The end of bond issues and structured notes for the public at large?

By way of reminder, the FSMA published a position paper dated 30 January 2017 (entry into force) on the application of the Belgian rules relating to unfair terms to certain clauses used for offering investment instruments (the “Position”).

The Position presents a set of recommendations and interpretations as to the scope of the provisions relating to unfair terms, being part of the Book VI “Market practices and consumer protection” of the Code of Economic Law (the “CEL”) vis-à-vis the contractual relationship between issuers of investment instruments and investors (in their capacity as consumers in the meaning of the CEL). The consumer is construed as being any natural person who is acting for purposes which are outside his trade, industrial, craft or professional activity. 

Since the publication of the Position, we have noted an abrupt slowdown, even a discontinuation, of all bond issues addressed to Belgian retail clients.

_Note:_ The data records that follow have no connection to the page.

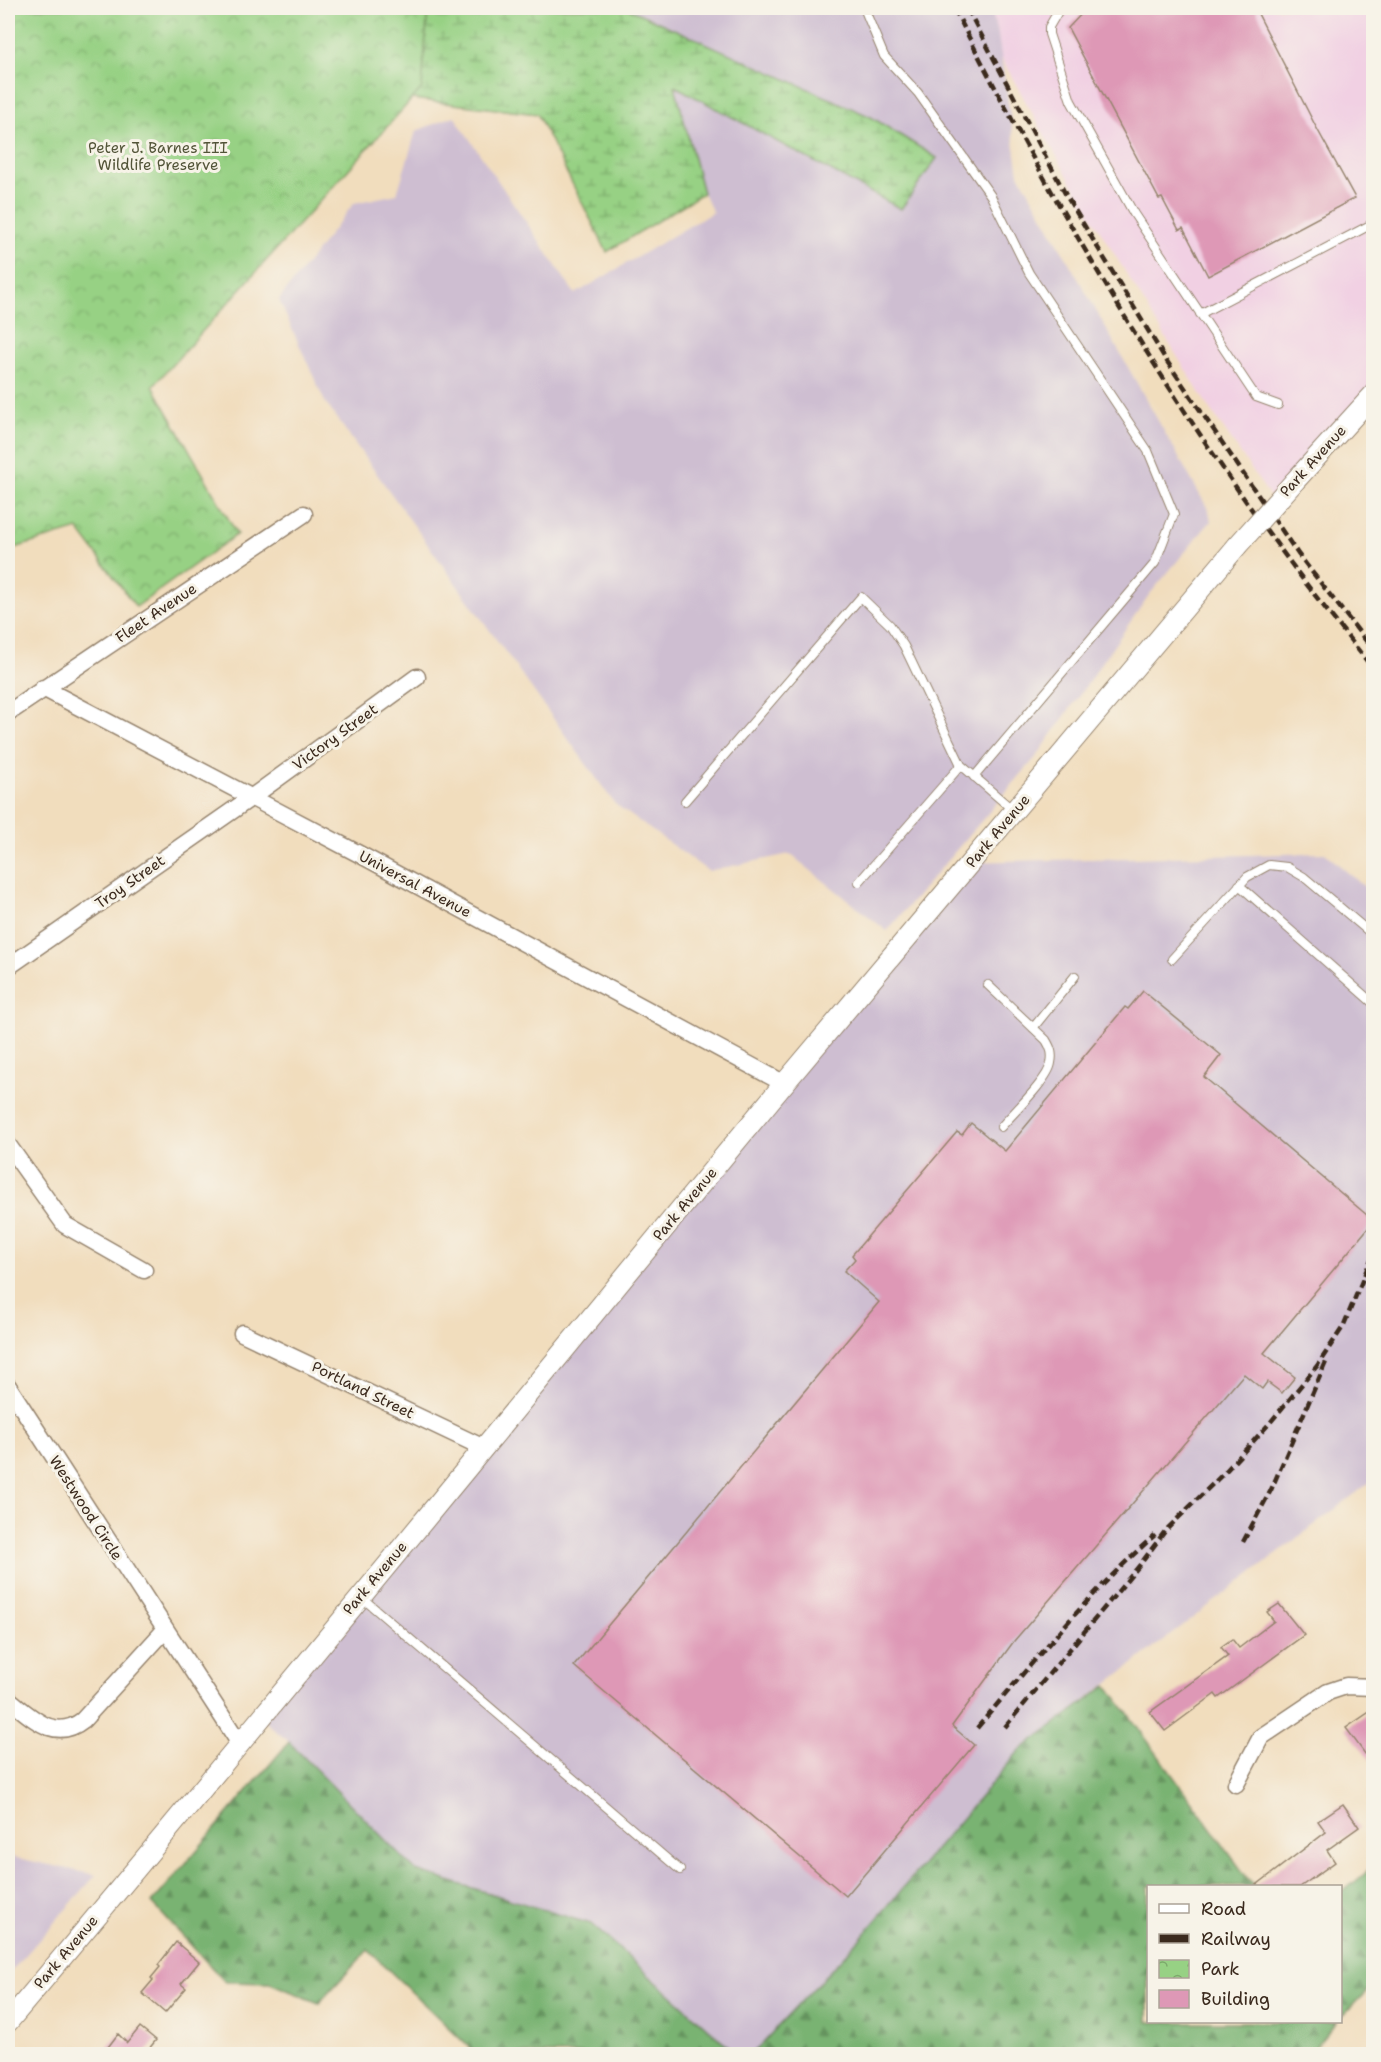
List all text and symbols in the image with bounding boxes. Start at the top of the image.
park label: Peter J. Barnes III Wildlife Preserve [88,138,228,175]
street label: Park Avenue [1275,421,1351,501]
street label: Fleet Avenue [112,578,200,648]
street label: Victory Street [288,699,382,775]
street label: Park Avenue [961,790,1035,872]
street label: Universal Avenue [355,846,475,922]
street label: Troy Street [91,851,169,913]
street label: Park Avenue [648,1163,722,1245]
street label: Portland Street [308,1357,418,1423]
street label: Westwood Circle [45,1452,127,1564]
street label: Park Avenue [338,1537,412,1619]
legend [1147,1885,1342,2023]
text: Road [1201,1897,1246,1921]
street label: Park Avenue [29,1911,103,1993]
text: Railway [1201,1927,1271,1951]
text: Park [1201,1957,1240,1981]
text: Building [1201,1987,1270,2011]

Potential issuers and arranger banks are indeed facing strong opposition from the FSMA on the thorny question of whether certain clauses, hitherto commonly accepted, should be maintained. 

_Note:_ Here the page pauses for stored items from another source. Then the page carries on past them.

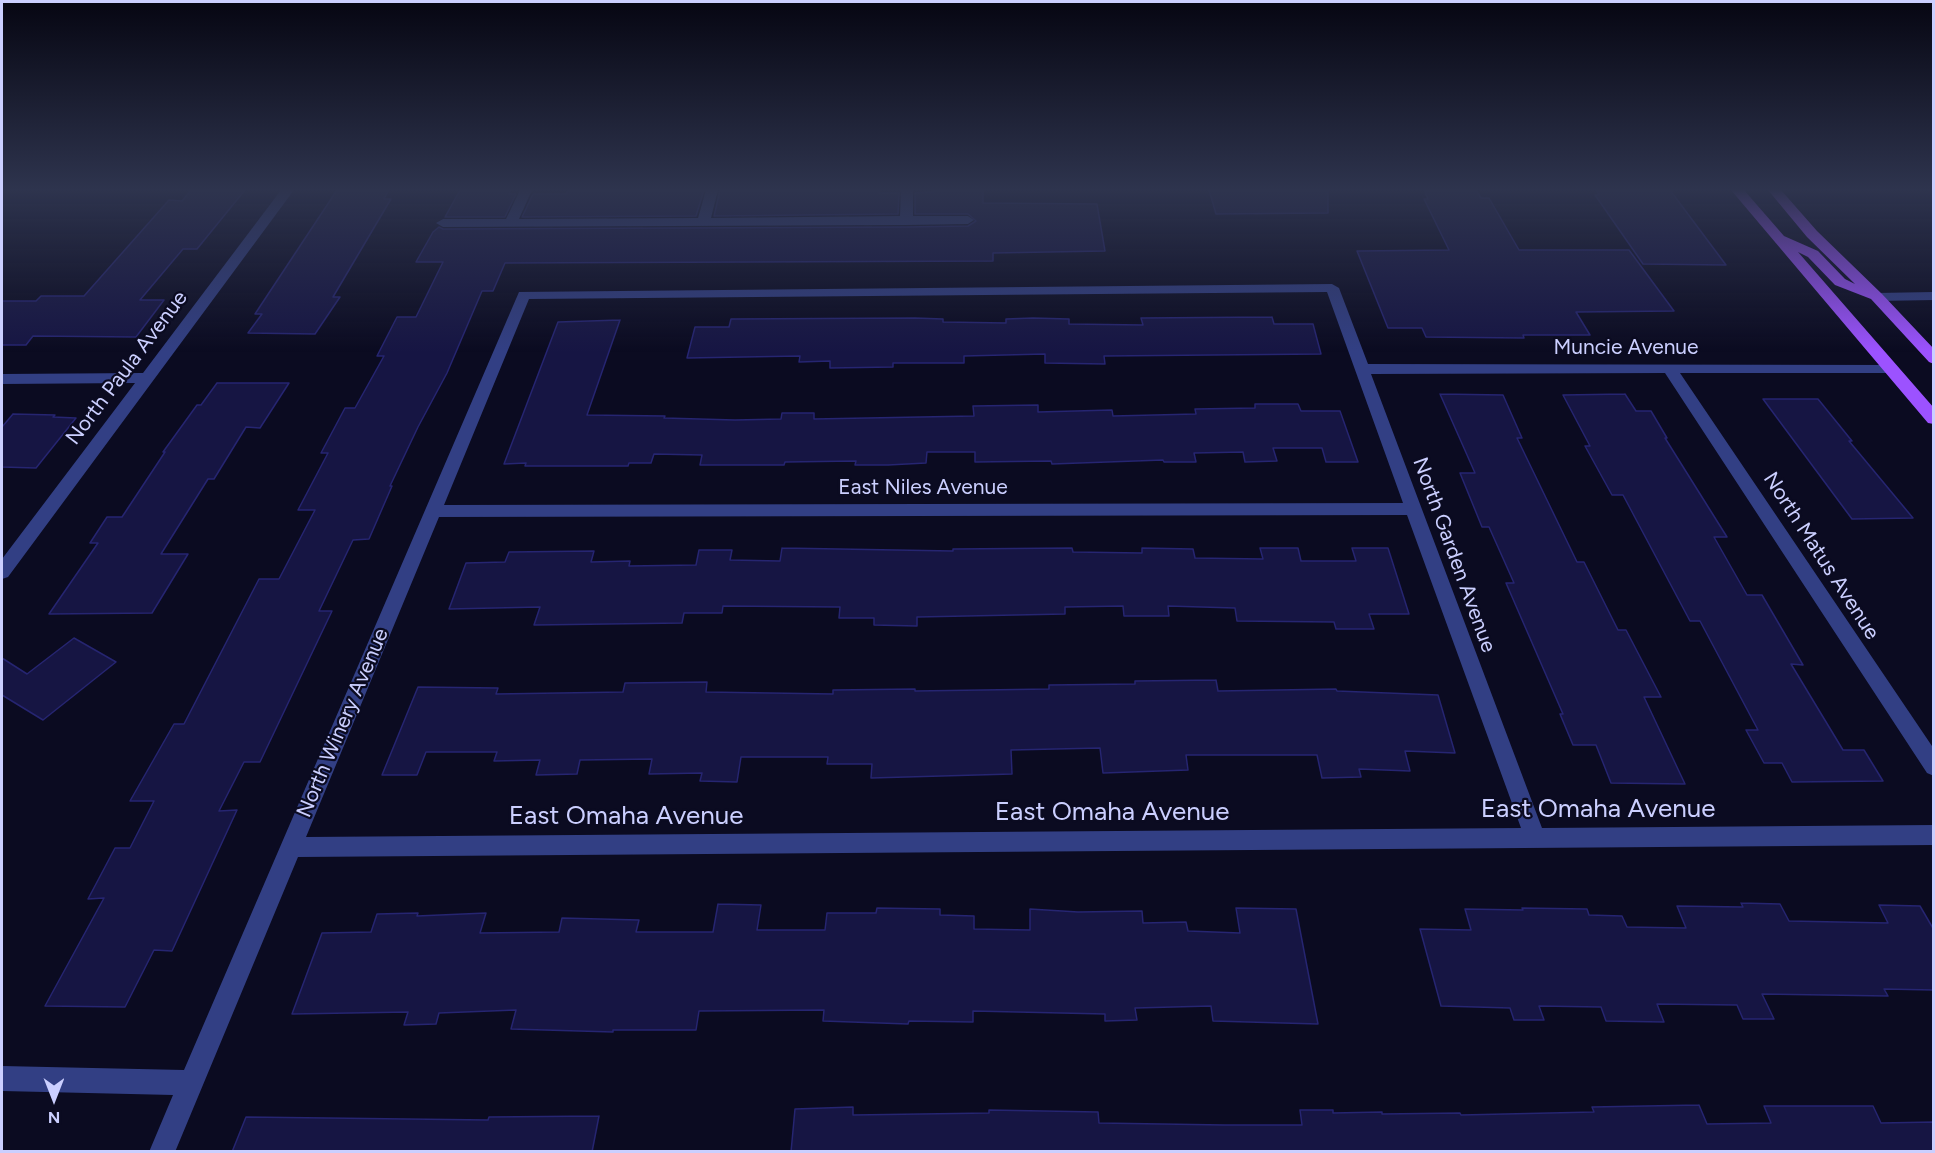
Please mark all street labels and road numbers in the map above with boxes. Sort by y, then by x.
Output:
street label: North Paula Avenue [61,286,193,450]
street label: Muncie Avenue [1553,335,1699,361]
street label: North Garden Avenue [1407,454,1501,656]
street label: North Matus Avenue [1757,468,1885,644]
street label: East Niles Avenue [838,475,1008,501]
street label: North Winery Avenue [292,625,394,821]
street label: East Omaha Avenue [1481,793,1715,825]
street label: East Omaha Avenue [995,796,1229,828]
street label: East Omaha Avenue [509,800,743,832]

The Position does not have any regulatory value as such but rather reflects the opinion of the FSMA. It therefore does not prejudice the interpretation power that can ultimately be exercised by the Belgian courts. 

The scope of the Position encompasses all offers of investment instruments (public or non-public and with or without requirement of a prospectus) made to consumers in Belgium. Although the Position had been shaped following a problem mostly affecting structured notes, it applies mutatis mutandis to non-structured debt securities with right to payment of nominal value upon maturity (e.g. senior notes and plain vanilla bonds) as well as to investment instruments of undetermined duration (e.g. CFD, warrants, etc.). 

Supervision by the FSMA will be firstly grounded on a blacklist itemizing all “absolute” unfair terms as per Article VI.83 of the CEL, with a dedicated focus on: 

  • clauses allowing the issuer to adjust unilaterally essential features of the contract;
  • clauses allowing the issuer to terminate unilaterally a contract with a fixed duration, without providing for an indemnification for the consumer;
  • clauses allowing substitution of the issuer; and
  • the exclusion from recourse to force majeure which would result from certain events (e.g. tax events, increased cost of hedging, clean-up, stop loss, etc.).


Call and clean-up clauses typically exemplify the above in relation to unilateral termination by the issuer. 

It will be secondly grounded on the general principle according to which a clause will be regarded as unfair as soon as it creates a patent unbalance between rights and obligations of the parties to the detriment of the consumer.

Any unfair term could result into its ban and nullity.